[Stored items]
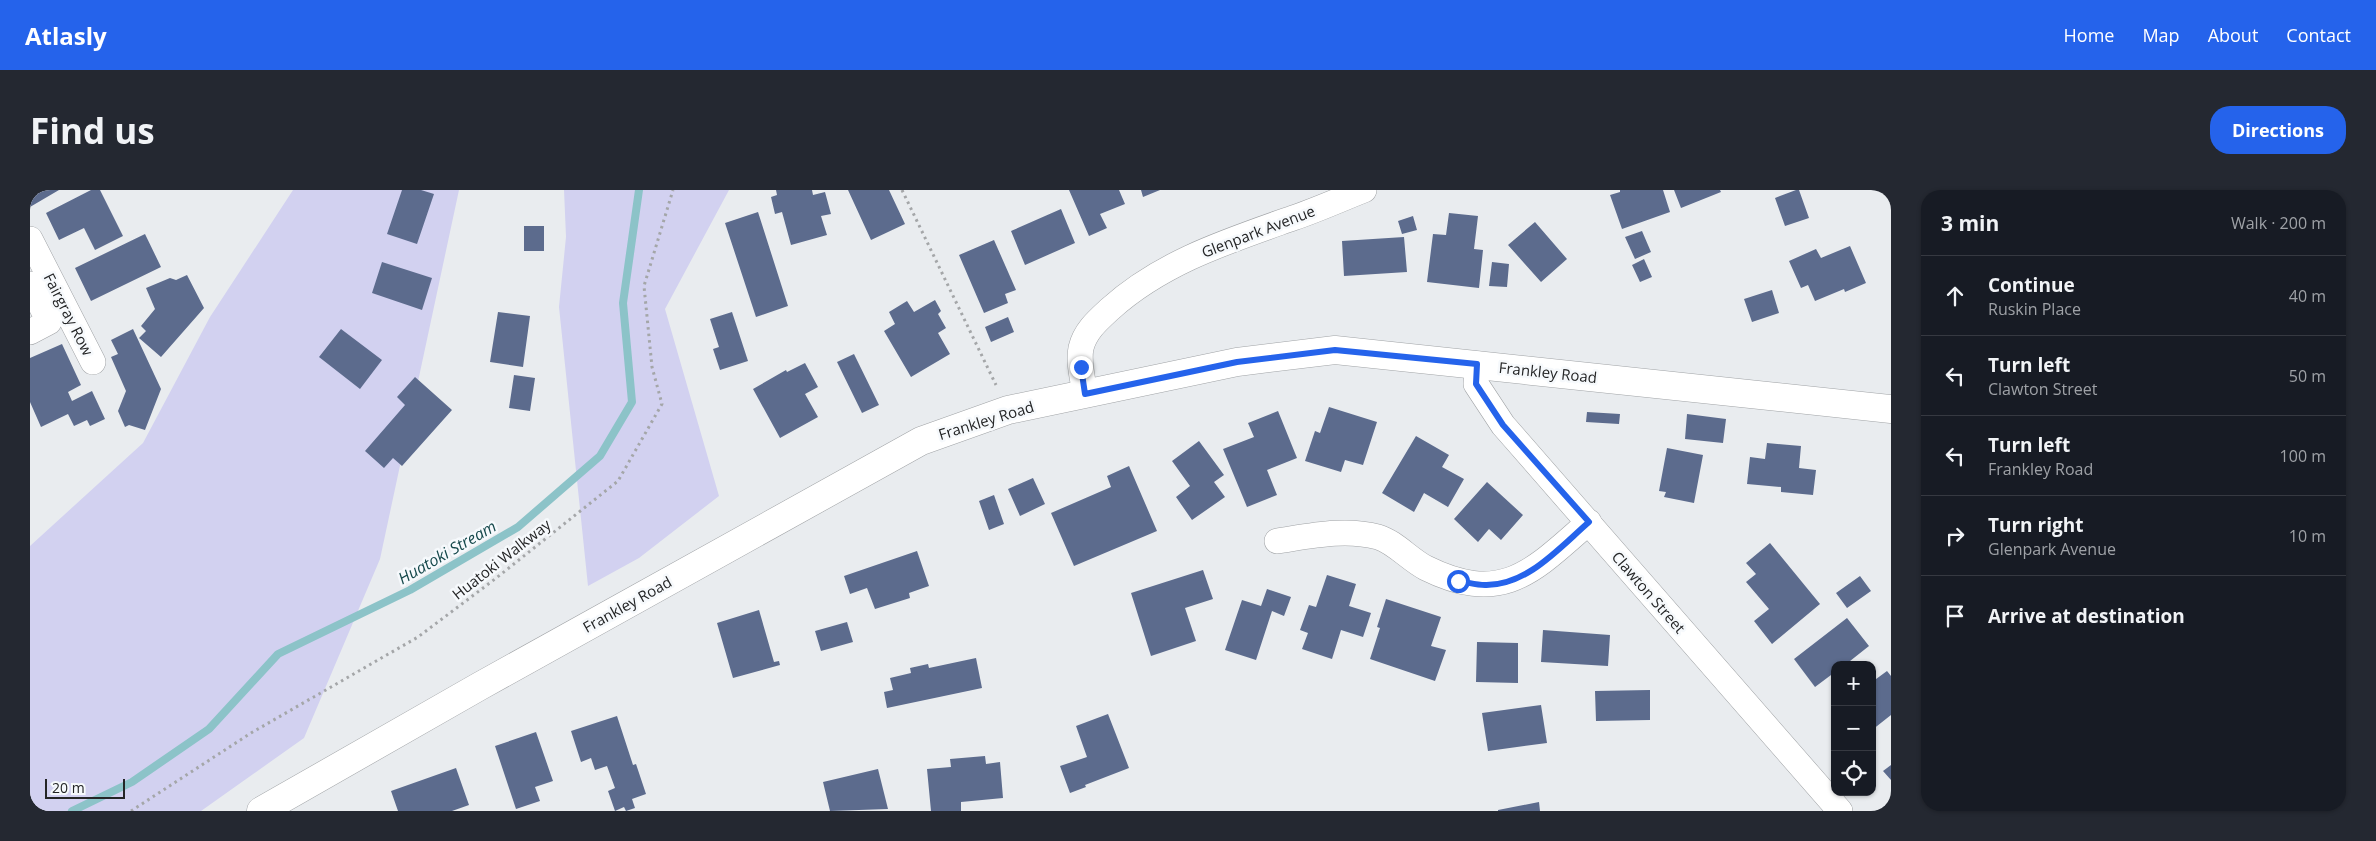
<!DOCTYPE html>
<meta charset="utf-8">
<style>
body{margin:0;font-family:"Open Sans",sans-serif;background:#242831;color:#f1f3f6}
.controls{position:absolute;right:15px;bottom:15px;display:grid;overflow:hidden;border-radius:10px;box-shadow:0 1px 4px #0004}
.controls button{width:45px;height:45px;display:grid;place-items:center;padding:0;border:0;border-bottom:1px solid #363941;background:#171b24;color:#f1f3f6;font:25px sans-serif}
.scale{position:absolute;left:15px;bottom:12px;width:80px;box-sizing:border-box;padding-left:5px;border:2px solid #242526;border-top:0;font-size:14px;line-height:18px;white-space:nowrap;color:#242526;-webkit-text-stroke:4px #f6f9fc;paint-order:stroke}
.stop{position:absolute;width:15px;height:15px;margin:-11px;border:4px solid #2563eb;border-radius:50%;background:#fff}
.stop.end{background:#2563eb;border-color:#fff;box-shadow:0 1px 5px #0008}
.list{margin:0;padding:0;list-style:none}
h2{display:flex;justify-content:space-between;align-items:center;height:65px;margin:0;padding:0 20px;font-size:21px}
h2 small{font-size:16px;font-weight:400;color:#9ea1a6}
.list li{display:grid;grid-template-columns:32px 1fr auto;gap:15px;align-items:center;box-sizing:border-box;height:80px;padding:0 20px;border-top:1px solid #363941}
.list b{display:block;font-size:19px;white-space:nowrap}
.list p{margin:0;font-size:16px;white-space:nowrap;color:#9ea1a6}
.list em{font-size:16px;font-style:normal;color:#9ea1a6}
.icon{flex:none;width:28px;height:28px;fill:none;stroke:currentColor;stroke-width:2;stroke-linecap:round;stroke-linejoin:round}
.map{position:relative;flex:none;width:1861px;height:621px;overflow:hidden;border-radius:20px}
header{display:flex;align-items:center;gap:30px;box-sizing:border-box;height:70px;padding:0 25px;background:#2563eb;color:#fff}
header strong{font-size:24px}
nav{display:flex;gap:28px;margin-inline-start:auto;font-size:18px}
.intro{display:flex;align-items:center;justify-content:space-between;box-sizing:border-box;height:120px;padding:0 30px}
h1{margin:0;font-size:35px}
.button{padding:12px 22px;border-radius:20px;background:#2563eb;color:#fff;font-size:18px;font-weight:700}
main{display:flex;gap:30px;padding:0 30px}
aside{flex:1;background:#171b24;border-radius:20px;box-shadow:0 1px 4px #0004}
.map>svg:first-child{display:block}
.green{fill:#d2d1f0}
.lines{fill:none;stroke-linecap:round;stroke-linejoin:round}
.stream{stroke:#8cc3c8;stroke-width:8}
.building{fill:#5c6b8d}
.minor-casing{stroke:#a0a3a6;stroke-width:26}
.tertiary-casing{stroke:#a0a3a6;stroke-width:29}
.path{stroke:#a4a6a8;stroke-width:3;stroke-dasharray:2.5 4;stroke-linecap:butt}
.minor{stroke:#fff;stroke-width:25}
.tertiary{stroke:#fff;stroke-width:28}
.route{stroke:#2563eb;stroke-width:6}
.labels{text-anchor:middle;dominant-baseline:central;stroke-width:5;stroke-linejoin:round;paint-order:stroke}
.street-label{font-size:15px;fill:#242526;stroke:#f6f9fc}
.water-label{font-size:16px;font-style:italic;fill:#15484b;stroke:#f6f9fc}
</style>
<header>
<strong>Atlasly</strong>
<nav><a>Home</a><a>Map</a><a>About</a><a>Contact</a></nav>
</header>
<div class="intro"><h1>Find us</h1><a class="button">Directions</a></div>
<main>
<div class="map">
<svg width="1861" height="621" viewBox="0 0 1861 621">
<rect width="100%" height="100%" fill="#e9ecef"/>
<path class="green" d="M263,0H429L350,369L274,548L171,621H0V356L113,253L180,127Z
M534,0H699L635,119L689,306L609,368L558,396L529,117L536,47Z"/>
<g class="lines">
<path class="stream" d="M42,621L102,592L179,539L248,464L380,400L488,337L570,266L602,212L593,113L609,0"/>
</g>
<path class="building" d="M0,0H29L0,17Z
M61,0H70L93,46L65,60L54,38L29,50L16,23Z
M372,0H391L404,4L387,54L357,44Z
M746,0H782L783,5L795,2L801,24L791,26L797,45L761,55L752,22L745,24L741,7L747,5Z
M818,0H859L875,34L841,50Z
M1039,0H1089L1095,14L1070,24L1077,38L1059,46Z
M1111,0H1130L1113,7Z
M1590,0H1633L1640,22L1592,39L1580,5L1590,2Z
M1644,0H1690L1691,2L1651,18Z
M1766,0H1769L1779,28L1755,36L1745,8Z
M1031,19L1045,53L995,75L981,41Z
M728,22L758,116L726,127L695,33Z
M1419,23L1448,26L1444,59L1453,60L1449,98L1397,92L1403,44L1416,45Z
M1383,26L1387,40L1372,44L1368,31Z
M1505,32L1537,69L1511,92L1478,55Z
M494,36H514V61H494Z
M1612,41L1621,62L1605,69L1595,47Z
M115,44L131,77L61,111L45,78Z
M1374,47L1377,82L1314,86L1312,51Z
M964,50L986,100L975,104L978,113L954,123L929,65Z
M1820,56L1836,93L1815,102L1814,99L1785,111L1778,95L1771,98L1759,71L1786,59L1791,68Z
M1614,69L1622,87L1610,92L1602,75Z
M352,72L402,88L392,120L342,103Z
M1462,72L1479,74L1477,97L1459,96Z
M157,85L174,118L131,167L109,148L116,141L111,136L125,119L116,98L140,88L146,90Z
M1742,100L1749,123L1722,132L1714,109Z
M905,110L911,121L908,124L916,138L908,143L920,164L881,187L854,141L865,134L859,122L877,111L884,122Z
M468,122L500,126L493,177L460,172Z
M702,122L718,171L690,180L683,159L689,157L680,129Z
M978,127L984,142L961,152L955,137Z
M103,139L131,199L115,240L99,235L95,237L88,221L96,201L81,167L88,164L81,150Z
M311,139L352,170L330,199L289,167Z
M32,154L51,195L38,202L42,211L62,201L75,229L60,236L57,230L44,236L38,224L11,237L0,212V168Z
M824,164L849,215L832,223L807,172Z
M775,173L788,197L775,204L788,227L750,248L723,199L756,180L757,182Z
M484,185L505,188L500,221L479,218Z
M385,187L422,220L372,276L363,268L354,278L335,261L375,215L367,207Z
M1299,217L1347,232L1333,275L1315,270L1311,282L1275,271L1285,241L1290,243Z
M1248,221L1267,268L1237,280L1247,305L1217,317L1193,259L1224,247L1218,233Z
M1557,222L1590,224L1589,234L1556,232Z
M1657,224L1696,229L1693,253L1655,249Z
M1386,246L1419,265L1412,277L1434,289L1418,317L1394,303L1384,322L1352,303Z
M1169,251L1194,285L1184,292L1195,307L1162,330L1146,307L1160,296L1142,271Z
M1737,253L1771,256L1769,278L1786,280L1783,305L1751,302V297L1717,294L1720,267L1735,269Z
M1637,258L1673,265L1664,313L1634,307L1636,302L1629,301Z
M1099,276L1127,341L1044,376L1021,323L1081,297L1077,286Z
M1003,288L1015,314L990,326L978,299Z
M1457,292L1493,325L1471,350L1459,339L1448,352L1424,329Z
M964,305L974,334L959,340L949,311Z
M1740,353L1790,414L1742,454L1724,431L1739,419L1716,392L1726,384L1716,373Z
M887,361L899,396L879,403L880,408L845,419L837,398L820,404L814,386Z
M1173,380L1183,409L1155,418L1166,451L1121,466L1101,403Z
M1297,385L1326,394L1319,416L1341,423L1333,447L1311,440L1302,469L1272,459L1278,443L1270,440L1279,415L1286,417Z
M1830,386L1841,401L1817,418L1806,403Z
M1237,399L1261,407L1254,426L1242,421L1226,470L1195,460L1212,410L1231,416Z
M1356,409L1411,427L1401,456L1416,460L1405,491L1340,469L1350,438L1347,437Z
M729,420L744,472L749,471L750,475L703,488L687,433Z
M1817,428L1839,456L1815,475H1805V482L1785,497L1764,469Z
M817,432L823,452L791,461L785,441Z
M1513,440L1580,445L1578,476L1511,472Z
M1447,452L1488,453V493L1446,492Z
M946,468L952,498L857,518L854,502L863,500L860,488L881,483L880,478L898,474L899,478Z
M1857,481L1861,486V525L1842,540V492Z
M1620,500V530L1566,531L1565,501Z
M1511,515L1517,553L1458,561L1452,523Z
M1078,524L1099,578L1055,595L1056,597L1040,603L1030,576L1057,567L1046,536Z
M587,526L603,575L606,574L616,604L602,609L605,618L596,621L594,617L585,621L578,601L585,598L577,576L565,580L561,568L551,572L541,541Z
M506,542L523,591L505,597L510,611L486,619L465,556Z
M955,566L956,574L970,572L973,608L931,612V621H901L897,579L921,577L920,569Z
M1861,575V590L1853,581Z
M426,578L439,615L422,621H368L361,601Z
M848,579L858,619L800,621L793,592Z
M1509,612L1510,621H1468V620Z"/>
<g class="lines">
<defs>
<path id="minor" d="M0,49L63,172
M0,94L19,132L0,142
M1447,174L1446,194L1473,235L1810,621
M1055,204C1053,189 1048,173 1051,158C1055,141 1068,130 1080,119C1132,72 1198,51 1263,28C1287,20 1311,9 1334,0
M1247,351C1280,346 1315,338 1348,347C1365,352 1380,370 1396,378C1473,416 1503,381 1559,332"/>
<path id="tertiary" d="M231,621L450,496L891,251L978,220L1207,172L1305,160L1861,219"/>
</defs>
<use href="#minor" class="minor-casing"/>
<use href="#tertiary" class="tertiary-casing"/>
<path class="path" d="M872,0L966,195
M101,621L221,543L388,447L465,389L588,291L632,214L622,177L614,96L643,0"/>
<use href="#minor" class="minor"/>
<use href="#tertiary" class="tertiary"/>
</g>
<g class="lines">
<path class="route" d="M1051,177L1055,204L1207,172L1305,160L1447,174L1446,194L1473,235L1559,332C1530,357 1497,396 1455,395C1446,395 1437,392 1428,391"/>
</g>
<g class="labels">
<g class="street-label">
<text transform="translate(1228 41) rotate(-21)">Glenpark Avenue</text>
<text transform="translate(39 124) rotate(63)">Fairgray Row</text>
<text transform="translate(1518 182) rotate(6)">Frankley Road</text>
<text transform="translate(956 230) rotate(-17)">Frankley Road</text>
<text transform="translate(471 369) rotate(-38)">Huatoki Walkway</text>
<text transform="translate(1619 402) rotate(49)">Clawton Street</text>
<text transform="translate(597 414) rotate(-29)">Frankley Road</text>
</g>
<g class="water-label">
<text transform="translate(417 362) rotate(-30)">Huatoki Stream</text>
</g>
</g>
</svg>
<div class="controls">
<button>+</button>
<button>−</button>
<button><svg class="icon" aria-label="locate" viewBox="0 0 24 24"><circle cx="12" cy="12" r="6"/><path d="M12 2v4M12 18v4M2 12h4M18 12h4"/></svg></button>
</div>
<div class="scale">20 m</div>
<div class="stop" style="left:1428px;top:391px"></div>
<div class="stop end" style="left:1051px;top:177px"></div>
</div>
<aside>
<h2>3 min<small>Walk · 200 m</small></h2>
<ul class="list">
<li><svg class="icon" aria-label="ahead" viewBox="0 0 24 24"><path d="M12 20V5M6 11l6-6 6 6"/></svg><div><b>Continue</b><p>Ruskin Place</p></div><em>40 m</em></li>
<li><svg class="icon" aria-label="left" viewBox="0 0 24 24"><path d="M17 20v-9H6M10 6l-5 5 5 5"/></svg><div><b>Turn left</b><p>Clawton Street</p></div><em>50 m</em></li>
<li><svg class="icon" aria-label="left" viewBox="0 0 24 24"><path d="M17 20v-9H6M10 6l-5 5 5 5"/></svg><div><b>Turn left</b><p>Frankley Road</p></div><em>100 m</em></li>
<li><svg class="icon" aria-label="right" viewBox="0 0 24 24"><path d="M7 20v-9h11M14 6l5 5-5 5"/></svg><div><b>Turn right</b><p>Glenpark Avenue</p></div><em>10 m</em></li>
<li><svg class="icon" aria-label="arrive" viewBox="0 0 24 24"><path d="M6 21V4h12l-3 4 3 4H6"/></svg><div><b>Arrive at destination</b></div></li>
</ul>
</aside>
</main>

About this task
Only the lines that contain the string "content" should be copied from the entries above.

Task answer
h2{display:flex;justify-content:space-between;align-items:center;height:65px;margin:0;padding:0 20px;font-size:21px}
.intro{display:flex;align-items:center;justify-content:space-between;box-sizing:border-box;height:120px;padding:0 30px}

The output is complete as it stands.